O estágio III do sistema inter-regional desenvolveu-se desde o séc. IV d.C., com a queda do império romano, e durou até o séc. XV. Deve ser ressaltado, contudo, que suas raízes remontam há tempos bem mais distantes, como, aliás, destaca Dussel:

Num terceiro momento, terceiro não de um ponto de vista meramente temporal, mas pela natureza da estrutura destes povos, aparecem os povos semitas. /.../ Os acádios são os primeiros semitas que a história conhece (aparecem invadindo as zonas da cultura suméria no século XXV a.C.). Virão depois os cananeus (séc. XXIV a.C.), os fenícios que já no ano 3000 a.C haviam fundado Biblos. Os babilônicos reinarão sob Hamurabi (1792-1750 a.C.). Semitas são todos os árabes especialmente com o Islão, desde a morte de Maomé (632 d.C.).
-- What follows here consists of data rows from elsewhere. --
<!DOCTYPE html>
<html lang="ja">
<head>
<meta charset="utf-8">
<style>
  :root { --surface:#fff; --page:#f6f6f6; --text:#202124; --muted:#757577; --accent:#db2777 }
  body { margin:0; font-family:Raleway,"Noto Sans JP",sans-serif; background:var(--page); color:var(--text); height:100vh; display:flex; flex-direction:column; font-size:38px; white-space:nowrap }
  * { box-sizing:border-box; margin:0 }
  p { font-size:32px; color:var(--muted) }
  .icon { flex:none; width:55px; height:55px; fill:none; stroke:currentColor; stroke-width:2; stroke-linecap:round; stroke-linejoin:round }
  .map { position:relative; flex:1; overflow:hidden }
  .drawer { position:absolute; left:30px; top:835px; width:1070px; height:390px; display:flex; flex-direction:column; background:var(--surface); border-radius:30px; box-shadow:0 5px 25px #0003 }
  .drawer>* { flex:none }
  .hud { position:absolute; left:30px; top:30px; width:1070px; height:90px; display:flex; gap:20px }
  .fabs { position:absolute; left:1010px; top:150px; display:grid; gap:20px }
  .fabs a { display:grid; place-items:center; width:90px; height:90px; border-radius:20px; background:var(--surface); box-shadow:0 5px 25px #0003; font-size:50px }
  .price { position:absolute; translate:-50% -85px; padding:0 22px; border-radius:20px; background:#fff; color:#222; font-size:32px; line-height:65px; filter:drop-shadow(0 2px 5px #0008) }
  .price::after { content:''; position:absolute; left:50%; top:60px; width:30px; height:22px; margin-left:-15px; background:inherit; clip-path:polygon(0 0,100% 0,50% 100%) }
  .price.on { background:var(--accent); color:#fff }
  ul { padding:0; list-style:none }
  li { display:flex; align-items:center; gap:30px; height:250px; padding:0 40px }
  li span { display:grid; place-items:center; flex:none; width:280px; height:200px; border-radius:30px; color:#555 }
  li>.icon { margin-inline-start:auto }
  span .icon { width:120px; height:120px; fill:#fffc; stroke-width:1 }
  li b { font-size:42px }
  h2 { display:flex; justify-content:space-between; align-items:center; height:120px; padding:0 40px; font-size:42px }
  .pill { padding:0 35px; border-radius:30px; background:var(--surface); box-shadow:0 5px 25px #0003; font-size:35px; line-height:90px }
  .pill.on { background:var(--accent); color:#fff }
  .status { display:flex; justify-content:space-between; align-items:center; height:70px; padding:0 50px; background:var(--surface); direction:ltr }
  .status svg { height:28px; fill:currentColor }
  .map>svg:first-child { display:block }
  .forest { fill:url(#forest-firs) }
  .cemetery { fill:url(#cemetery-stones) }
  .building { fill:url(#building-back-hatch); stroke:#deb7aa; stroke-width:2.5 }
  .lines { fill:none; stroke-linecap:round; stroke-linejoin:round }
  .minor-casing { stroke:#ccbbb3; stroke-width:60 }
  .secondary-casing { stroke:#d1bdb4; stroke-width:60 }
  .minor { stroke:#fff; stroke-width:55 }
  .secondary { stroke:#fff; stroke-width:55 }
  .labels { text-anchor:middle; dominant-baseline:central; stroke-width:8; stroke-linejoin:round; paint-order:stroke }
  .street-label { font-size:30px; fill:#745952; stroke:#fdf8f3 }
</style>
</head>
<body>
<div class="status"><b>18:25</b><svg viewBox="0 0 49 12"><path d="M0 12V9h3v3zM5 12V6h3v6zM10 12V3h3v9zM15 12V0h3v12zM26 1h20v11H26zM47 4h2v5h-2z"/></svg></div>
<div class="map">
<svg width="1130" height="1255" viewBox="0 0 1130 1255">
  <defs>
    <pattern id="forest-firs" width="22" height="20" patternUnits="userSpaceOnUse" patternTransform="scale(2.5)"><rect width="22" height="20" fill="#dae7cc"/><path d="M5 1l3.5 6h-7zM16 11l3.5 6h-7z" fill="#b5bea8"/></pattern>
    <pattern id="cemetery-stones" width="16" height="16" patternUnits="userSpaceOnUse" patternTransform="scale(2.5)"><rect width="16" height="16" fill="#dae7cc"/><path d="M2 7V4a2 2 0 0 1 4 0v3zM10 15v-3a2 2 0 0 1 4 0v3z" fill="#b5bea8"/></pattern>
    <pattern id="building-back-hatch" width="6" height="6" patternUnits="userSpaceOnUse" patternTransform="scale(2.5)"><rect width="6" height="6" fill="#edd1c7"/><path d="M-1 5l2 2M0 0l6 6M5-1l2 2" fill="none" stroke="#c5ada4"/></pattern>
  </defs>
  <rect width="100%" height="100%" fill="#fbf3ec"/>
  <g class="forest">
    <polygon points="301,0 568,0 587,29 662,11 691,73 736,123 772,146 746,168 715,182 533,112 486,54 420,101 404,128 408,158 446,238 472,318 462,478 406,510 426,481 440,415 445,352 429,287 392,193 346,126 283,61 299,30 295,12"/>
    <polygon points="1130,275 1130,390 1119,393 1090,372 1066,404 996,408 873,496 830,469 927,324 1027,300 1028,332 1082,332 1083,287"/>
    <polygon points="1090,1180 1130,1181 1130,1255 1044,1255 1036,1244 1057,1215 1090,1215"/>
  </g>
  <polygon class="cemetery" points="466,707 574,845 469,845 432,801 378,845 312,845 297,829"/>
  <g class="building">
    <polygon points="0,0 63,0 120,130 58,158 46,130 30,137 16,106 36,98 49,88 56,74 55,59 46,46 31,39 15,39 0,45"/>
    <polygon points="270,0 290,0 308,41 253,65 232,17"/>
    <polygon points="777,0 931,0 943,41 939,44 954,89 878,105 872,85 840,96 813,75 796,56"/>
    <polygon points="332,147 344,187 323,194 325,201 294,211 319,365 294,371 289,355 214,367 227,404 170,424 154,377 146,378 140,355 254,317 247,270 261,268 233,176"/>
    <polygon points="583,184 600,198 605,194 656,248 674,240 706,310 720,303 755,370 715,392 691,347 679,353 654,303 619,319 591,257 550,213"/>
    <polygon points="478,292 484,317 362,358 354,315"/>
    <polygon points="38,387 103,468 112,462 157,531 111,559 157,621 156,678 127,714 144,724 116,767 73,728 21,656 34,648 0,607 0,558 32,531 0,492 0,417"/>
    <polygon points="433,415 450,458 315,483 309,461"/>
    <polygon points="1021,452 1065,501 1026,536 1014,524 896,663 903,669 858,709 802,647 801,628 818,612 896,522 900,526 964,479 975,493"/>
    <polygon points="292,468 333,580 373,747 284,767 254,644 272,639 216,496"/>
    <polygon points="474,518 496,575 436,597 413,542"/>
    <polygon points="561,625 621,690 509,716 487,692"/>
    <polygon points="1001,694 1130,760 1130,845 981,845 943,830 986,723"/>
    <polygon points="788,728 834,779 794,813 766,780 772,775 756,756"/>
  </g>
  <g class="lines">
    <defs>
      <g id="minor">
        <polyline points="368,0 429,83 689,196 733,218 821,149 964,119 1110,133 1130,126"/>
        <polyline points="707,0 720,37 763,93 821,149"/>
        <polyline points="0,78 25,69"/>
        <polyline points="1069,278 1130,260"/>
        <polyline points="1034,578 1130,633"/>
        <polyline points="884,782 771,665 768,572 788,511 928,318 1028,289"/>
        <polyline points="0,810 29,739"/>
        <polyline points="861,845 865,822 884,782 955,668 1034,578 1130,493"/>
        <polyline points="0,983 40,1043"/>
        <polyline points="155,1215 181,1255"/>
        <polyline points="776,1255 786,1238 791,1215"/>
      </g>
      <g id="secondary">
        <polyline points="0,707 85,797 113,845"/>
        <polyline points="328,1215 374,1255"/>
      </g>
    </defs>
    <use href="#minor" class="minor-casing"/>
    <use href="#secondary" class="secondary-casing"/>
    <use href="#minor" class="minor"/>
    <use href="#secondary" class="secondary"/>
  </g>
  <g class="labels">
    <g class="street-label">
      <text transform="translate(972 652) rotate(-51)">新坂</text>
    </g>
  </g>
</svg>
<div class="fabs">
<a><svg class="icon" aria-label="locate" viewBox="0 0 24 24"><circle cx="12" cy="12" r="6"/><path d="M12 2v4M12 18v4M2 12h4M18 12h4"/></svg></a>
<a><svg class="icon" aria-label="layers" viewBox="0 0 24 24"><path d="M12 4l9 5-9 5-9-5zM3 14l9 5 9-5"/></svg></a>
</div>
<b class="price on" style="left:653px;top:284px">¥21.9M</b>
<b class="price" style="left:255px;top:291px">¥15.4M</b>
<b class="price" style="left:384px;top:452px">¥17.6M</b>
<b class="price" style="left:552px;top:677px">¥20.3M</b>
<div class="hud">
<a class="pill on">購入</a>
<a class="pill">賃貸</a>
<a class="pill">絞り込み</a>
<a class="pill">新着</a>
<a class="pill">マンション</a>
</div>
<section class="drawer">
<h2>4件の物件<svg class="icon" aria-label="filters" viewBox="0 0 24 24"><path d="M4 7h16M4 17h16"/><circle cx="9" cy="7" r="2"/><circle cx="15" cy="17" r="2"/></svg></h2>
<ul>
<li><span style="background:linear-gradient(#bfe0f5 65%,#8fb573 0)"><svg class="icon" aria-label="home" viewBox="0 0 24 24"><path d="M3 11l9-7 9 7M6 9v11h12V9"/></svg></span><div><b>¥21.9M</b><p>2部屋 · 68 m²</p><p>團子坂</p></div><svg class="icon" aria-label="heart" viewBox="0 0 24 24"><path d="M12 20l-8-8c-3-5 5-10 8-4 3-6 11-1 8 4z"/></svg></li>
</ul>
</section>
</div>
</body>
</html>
Necessário é não esquecer que o cristianismo tem laços de parentesco cultural com estes povos. (MFL 227).

No extremo oriente destaca-se a China tentando dominar a rota da seda para o Ocidente; mais ao sul, a África bantu; no ocidente, o mundo bizantino- russo; no oeste a Europa ocidental e a Índia como grande centro produtivo.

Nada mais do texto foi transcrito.